Glasgow locals demand an eco-housing and sustainable energy development | Rethinking Poverty

Glasgow locals demand an eco-housing and sustainable energy development

Posted on 11 Mar 2021   Categories: Blog, Climate crisis, Cross-posts, Local initiatives Related Tags:  

by The Alternative UK


When we exalt the power of the local, sometimes we mean really local. We were alerted to this stirring Glasgow story this week. A patch of ground in the city’s Maryhill area has become, through the sharp and persistent activism of locals, the lens for a deep debate about the kind of houses we should build, to support a planet-friendly wellbeing.

As the pictures show above and below, this raised patch of ground around Collina Street – known locally as The Valley, a site from which houses were cleared in the 2000s – would conventionally be ripe for development. But what kind? This is the question that local and activist Norman Cunningham has been raising over the last few months.

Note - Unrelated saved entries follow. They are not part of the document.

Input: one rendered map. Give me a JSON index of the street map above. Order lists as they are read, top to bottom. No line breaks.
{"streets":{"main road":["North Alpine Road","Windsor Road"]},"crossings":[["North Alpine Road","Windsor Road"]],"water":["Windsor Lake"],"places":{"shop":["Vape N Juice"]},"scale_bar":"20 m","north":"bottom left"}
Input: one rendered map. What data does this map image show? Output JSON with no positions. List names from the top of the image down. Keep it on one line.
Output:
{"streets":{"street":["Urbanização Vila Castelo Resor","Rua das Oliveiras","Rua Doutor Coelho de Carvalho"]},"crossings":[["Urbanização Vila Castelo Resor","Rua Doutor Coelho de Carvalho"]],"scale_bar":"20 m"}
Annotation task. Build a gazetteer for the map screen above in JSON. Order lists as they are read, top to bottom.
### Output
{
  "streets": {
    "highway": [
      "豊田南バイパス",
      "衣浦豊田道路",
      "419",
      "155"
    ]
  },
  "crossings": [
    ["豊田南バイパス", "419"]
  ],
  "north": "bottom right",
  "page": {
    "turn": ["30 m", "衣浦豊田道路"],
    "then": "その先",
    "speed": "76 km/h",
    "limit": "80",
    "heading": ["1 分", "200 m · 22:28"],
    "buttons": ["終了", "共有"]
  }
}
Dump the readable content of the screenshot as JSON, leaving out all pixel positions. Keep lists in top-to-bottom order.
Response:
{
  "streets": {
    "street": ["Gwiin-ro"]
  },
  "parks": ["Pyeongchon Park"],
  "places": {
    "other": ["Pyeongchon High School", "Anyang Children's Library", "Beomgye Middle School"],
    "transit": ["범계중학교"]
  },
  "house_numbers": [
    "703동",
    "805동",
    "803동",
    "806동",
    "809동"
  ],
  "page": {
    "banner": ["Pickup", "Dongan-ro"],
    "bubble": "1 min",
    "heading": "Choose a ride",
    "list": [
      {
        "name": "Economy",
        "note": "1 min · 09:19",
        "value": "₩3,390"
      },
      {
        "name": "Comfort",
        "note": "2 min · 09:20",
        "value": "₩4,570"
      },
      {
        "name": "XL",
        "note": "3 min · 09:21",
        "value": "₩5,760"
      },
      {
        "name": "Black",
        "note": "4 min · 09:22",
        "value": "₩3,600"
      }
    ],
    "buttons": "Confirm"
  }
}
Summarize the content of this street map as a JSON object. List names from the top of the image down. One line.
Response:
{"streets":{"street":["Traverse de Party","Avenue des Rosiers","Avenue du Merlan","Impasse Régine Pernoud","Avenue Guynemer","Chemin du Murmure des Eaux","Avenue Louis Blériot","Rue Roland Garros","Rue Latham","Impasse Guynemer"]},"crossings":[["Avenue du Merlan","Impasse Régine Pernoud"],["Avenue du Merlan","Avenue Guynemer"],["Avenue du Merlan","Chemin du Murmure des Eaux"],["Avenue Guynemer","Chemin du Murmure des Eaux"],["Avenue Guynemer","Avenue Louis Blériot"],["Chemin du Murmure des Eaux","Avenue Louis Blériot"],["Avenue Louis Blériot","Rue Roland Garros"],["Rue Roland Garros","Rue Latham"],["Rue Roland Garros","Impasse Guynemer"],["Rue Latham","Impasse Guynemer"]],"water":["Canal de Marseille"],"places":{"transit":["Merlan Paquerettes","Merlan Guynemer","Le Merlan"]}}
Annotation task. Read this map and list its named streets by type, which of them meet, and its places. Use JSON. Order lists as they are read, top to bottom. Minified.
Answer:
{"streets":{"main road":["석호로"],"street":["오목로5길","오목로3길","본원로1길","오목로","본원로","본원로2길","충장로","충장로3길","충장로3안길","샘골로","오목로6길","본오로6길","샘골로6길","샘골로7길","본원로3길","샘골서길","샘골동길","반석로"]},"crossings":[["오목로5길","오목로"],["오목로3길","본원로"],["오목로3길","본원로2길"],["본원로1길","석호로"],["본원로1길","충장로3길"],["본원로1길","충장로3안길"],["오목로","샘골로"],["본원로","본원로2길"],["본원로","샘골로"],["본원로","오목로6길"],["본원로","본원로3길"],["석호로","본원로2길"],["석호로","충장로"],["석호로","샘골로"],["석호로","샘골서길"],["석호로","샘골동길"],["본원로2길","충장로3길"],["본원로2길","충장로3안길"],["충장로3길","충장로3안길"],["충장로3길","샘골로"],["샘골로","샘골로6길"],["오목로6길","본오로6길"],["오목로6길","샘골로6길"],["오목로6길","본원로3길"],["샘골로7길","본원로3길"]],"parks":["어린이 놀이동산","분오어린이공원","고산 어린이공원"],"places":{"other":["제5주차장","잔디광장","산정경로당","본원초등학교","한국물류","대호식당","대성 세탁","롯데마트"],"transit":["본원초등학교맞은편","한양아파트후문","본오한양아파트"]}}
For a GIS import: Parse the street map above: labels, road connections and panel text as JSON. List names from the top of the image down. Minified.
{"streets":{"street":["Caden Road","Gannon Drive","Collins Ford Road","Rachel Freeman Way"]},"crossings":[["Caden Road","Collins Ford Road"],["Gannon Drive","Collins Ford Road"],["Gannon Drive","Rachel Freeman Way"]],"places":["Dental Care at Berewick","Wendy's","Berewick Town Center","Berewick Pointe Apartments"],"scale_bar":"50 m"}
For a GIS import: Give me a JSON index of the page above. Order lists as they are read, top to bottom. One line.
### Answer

In classic localist fashion, their aim has been to secure consultation about any development, and stop the sale of land before this consultation happens. Along with organisers Living Rent, they have compelled the council to postpone their sale plans for Collina Street for private housing, stopping it on January 16th, as the Glasgow paper The Evening Times reports. The activists have also decided to occupy the Valley “until the bulldozers come” – or until their own plans are worked up and delivered.

As Cunningham wrote forcefully in the radical news site Source:

We have developed our own vision and solutions for how this highly visible and desirable piece of real estate could be used to provide a world-class showcase for a sustainable, environmentally friendly community housing development.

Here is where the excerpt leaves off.